Work required:
Report each line from the records where the string "lines" turns up.

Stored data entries
- Opening Delimiter -
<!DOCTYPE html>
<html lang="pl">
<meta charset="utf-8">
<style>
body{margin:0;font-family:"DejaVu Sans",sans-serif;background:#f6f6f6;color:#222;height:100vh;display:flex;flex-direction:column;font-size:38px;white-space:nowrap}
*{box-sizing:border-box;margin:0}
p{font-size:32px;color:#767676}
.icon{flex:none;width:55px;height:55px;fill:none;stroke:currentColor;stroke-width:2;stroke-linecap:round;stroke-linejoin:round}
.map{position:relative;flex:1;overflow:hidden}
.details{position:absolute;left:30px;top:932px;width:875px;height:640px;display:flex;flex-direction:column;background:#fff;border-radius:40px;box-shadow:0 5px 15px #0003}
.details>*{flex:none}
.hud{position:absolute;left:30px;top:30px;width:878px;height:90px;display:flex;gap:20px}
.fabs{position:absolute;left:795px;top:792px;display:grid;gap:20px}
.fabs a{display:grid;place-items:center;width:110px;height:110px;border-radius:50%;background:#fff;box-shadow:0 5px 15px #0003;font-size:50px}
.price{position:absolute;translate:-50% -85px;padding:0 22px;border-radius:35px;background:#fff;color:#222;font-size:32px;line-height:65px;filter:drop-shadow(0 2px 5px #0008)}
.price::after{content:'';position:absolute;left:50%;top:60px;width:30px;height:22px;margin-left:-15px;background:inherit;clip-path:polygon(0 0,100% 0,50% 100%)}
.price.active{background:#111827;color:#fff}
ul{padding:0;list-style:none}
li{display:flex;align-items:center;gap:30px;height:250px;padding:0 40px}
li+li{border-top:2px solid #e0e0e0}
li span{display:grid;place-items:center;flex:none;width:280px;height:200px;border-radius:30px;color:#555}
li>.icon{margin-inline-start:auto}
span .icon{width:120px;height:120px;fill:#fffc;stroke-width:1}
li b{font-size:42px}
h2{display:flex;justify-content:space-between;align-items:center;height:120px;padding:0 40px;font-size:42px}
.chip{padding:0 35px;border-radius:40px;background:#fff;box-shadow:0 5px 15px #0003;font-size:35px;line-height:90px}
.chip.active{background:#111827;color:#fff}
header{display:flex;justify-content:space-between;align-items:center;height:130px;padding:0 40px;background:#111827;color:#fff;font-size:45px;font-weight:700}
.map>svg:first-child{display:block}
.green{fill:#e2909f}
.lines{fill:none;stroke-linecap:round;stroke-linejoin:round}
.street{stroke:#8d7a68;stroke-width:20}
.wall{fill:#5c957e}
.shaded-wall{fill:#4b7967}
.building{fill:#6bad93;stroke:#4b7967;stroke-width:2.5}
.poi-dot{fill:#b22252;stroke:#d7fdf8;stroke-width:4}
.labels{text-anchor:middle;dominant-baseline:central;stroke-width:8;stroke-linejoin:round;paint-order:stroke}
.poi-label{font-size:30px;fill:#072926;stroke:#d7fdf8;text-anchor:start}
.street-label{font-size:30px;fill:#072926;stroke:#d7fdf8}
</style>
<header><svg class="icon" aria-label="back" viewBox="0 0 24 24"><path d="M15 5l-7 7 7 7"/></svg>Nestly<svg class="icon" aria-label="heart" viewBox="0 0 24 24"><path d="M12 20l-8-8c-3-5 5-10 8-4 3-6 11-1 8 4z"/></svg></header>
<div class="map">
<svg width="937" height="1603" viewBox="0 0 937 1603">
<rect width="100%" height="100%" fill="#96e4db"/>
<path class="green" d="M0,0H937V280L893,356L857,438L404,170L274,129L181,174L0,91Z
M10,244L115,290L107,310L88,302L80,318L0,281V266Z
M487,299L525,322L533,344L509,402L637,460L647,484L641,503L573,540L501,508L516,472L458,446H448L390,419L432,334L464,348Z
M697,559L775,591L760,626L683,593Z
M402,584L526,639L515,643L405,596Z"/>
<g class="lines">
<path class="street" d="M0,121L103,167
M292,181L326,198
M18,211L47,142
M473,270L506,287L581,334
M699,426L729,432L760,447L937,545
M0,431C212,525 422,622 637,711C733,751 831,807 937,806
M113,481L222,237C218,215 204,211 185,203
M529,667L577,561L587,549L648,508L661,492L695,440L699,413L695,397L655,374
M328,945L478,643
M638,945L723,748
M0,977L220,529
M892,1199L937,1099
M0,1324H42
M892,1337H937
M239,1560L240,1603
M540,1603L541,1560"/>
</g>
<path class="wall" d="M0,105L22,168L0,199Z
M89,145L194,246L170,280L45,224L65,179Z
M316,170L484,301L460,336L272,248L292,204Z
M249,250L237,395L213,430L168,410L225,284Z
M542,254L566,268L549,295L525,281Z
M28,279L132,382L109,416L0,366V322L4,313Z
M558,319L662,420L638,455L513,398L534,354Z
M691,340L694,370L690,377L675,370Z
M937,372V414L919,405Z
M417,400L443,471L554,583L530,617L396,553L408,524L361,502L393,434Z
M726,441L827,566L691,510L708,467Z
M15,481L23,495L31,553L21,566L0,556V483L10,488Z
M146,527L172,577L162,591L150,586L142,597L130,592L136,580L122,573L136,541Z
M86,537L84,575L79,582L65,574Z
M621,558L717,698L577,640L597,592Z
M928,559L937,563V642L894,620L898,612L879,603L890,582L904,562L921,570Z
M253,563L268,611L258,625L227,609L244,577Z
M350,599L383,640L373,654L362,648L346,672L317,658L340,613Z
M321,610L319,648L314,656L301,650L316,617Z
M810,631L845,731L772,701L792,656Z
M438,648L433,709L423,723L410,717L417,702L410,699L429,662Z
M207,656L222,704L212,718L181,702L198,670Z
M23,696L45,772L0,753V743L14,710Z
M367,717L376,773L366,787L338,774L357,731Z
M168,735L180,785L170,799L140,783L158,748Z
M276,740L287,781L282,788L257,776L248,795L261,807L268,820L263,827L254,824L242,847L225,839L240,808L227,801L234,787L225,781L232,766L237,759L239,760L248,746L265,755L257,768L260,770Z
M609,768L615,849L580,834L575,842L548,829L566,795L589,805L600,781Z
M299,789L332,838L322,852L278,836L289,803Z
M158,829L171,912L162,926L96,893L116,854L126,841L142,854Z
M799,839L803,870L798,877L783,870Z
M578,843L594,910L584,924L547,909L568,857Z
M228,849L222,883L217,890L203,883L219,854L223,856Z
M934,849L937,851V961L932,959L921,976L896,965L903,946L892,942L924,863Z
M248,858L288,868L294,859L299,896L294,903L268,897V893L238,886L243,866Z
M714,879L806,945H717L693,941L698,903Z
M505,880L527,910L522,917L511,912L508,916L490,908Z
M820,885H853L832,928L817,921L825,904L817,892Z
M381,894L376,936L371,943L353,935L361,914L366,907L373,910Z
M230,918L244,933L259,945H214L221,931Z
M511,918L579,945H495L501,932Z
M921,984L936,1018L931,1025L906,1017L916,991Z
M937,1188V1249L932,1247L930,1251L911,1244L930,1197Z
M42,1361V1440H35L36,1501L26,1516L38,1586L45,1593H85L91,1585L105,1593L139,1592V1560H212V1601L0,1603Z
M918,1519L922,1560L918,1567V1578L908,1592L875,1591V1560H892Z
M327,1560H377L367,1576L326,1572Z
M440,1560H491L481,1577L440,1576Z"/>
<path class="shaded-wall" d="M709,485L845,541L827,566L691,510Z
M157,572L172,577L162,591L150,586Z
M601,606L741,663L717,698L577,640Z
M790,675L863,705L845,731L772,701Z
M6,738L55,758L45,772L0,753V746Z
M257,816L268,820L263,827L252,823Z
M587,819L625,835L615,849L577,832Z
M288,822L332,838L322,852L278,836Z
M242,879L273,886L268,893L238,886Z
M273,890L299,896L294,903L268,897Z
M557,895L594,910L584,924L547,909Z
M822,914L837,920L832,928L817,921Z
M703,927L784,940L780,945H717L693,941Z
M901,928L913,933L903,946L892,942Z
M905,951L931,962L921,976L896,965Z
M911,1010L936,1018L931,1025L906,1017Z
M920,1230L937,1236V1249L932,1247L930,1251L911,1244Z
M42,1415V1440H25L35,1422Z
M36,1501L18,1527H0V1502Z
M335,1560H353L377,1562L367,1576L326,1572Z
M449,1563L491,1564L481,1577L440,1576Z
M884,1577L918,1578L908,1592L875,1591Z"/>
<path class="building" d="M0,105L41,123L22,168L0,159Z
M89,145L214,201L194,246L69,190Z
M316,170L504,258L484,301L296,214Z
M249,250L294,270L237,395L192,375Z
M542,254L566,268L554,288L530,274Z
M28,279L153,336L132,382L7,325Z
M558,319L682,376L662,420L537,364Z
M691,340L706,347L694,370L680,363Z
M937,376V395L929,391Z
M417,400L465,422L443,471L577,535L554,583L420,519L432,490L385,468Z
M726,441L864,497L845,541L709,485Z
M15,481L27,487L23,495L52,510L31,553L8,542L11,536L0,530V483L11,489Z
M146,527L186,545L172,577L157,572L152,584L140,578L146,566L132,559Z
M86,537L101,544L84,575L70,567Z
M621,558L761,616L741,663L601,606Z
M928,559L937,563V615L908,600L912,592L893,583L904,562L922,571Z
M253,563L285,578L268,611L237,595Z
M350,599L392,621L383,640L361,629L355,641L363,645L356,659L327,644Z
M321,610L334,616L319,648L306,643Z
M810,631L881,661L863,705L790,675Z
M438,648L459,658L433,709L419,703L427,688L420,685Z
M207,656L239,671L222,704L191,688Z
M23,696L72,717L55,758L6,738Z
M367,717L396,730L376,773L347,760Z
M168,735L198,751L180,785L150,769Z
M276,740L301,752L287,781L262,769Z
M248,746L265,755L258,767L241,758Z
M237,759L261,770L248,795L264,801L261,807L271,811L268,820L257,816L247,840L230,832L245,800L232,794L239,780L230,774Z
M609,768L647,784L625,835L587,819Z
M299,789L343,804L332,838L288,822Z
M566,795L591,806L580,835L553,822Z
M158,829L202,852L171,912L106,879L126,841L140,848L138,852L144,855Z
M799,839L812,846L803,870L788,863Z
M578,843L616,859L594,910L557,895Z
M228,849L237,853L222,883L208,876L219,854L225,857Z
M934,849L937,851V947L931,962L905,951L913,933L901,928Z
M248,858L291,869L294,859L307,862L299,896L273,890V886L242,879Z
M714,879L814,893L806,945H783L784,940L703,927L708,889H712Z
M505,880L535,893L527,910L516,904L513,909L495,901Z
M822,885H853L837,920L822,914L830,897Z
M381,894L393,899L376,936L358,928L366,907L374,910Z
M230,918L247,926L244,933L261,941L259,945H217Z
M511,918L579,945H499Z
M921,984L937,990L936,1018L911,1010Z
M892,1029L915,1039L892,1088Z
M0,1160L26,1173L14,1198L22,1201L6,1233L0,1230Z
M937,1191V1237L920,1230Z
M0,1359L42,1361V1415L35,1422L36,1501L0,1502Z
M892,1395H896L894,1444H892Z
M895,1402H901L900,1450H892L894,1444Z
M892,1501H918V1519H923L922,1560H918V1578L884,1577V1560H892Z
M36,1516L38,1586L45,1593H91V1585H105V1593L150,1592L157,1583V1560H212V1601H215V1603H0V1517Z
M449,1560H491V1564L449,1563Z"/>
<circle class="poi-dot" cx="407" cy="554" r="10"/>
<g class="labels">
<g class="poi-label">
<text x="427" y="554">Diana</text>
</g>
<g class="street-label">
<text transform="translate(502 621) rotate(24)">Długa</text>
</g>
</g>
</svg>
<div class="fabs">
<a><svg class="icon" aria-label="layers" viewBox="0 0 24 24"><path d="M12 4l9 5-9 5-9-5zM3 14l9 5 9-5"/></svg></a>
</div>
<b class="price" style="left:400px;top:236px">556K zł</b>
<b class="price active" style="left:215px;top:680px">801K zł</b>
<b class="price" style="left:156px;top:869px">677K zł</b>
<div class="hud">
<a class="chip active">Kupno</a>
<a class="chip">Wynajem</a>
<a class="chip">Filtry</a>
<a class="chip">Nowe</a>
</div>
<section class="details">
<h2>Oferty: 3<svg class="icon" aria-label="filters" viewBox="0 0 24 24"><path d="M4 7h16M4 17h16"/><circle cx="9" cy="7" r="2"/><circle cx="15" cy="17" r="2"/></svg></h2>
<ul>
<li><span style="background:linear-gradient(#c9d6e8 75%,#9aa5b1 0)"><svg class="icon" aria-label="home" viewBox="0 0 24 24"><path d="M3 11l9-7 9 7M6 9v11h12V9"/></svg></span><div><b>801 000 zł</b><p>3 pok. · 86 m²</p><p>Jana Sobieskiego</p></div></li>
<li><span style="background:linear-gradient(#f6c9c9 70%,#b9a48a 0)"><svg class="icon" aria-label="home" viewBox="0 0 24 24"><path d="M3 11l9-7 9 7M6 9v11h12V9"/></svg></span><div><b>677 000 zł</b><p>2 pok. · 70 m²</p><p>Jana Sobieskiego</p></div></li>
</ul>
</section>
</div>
- Closing Delimiter -
Exercise output:
.lines{fill:none;stroke-linecap:round;stroke-linejoin:round}
<g class="lines">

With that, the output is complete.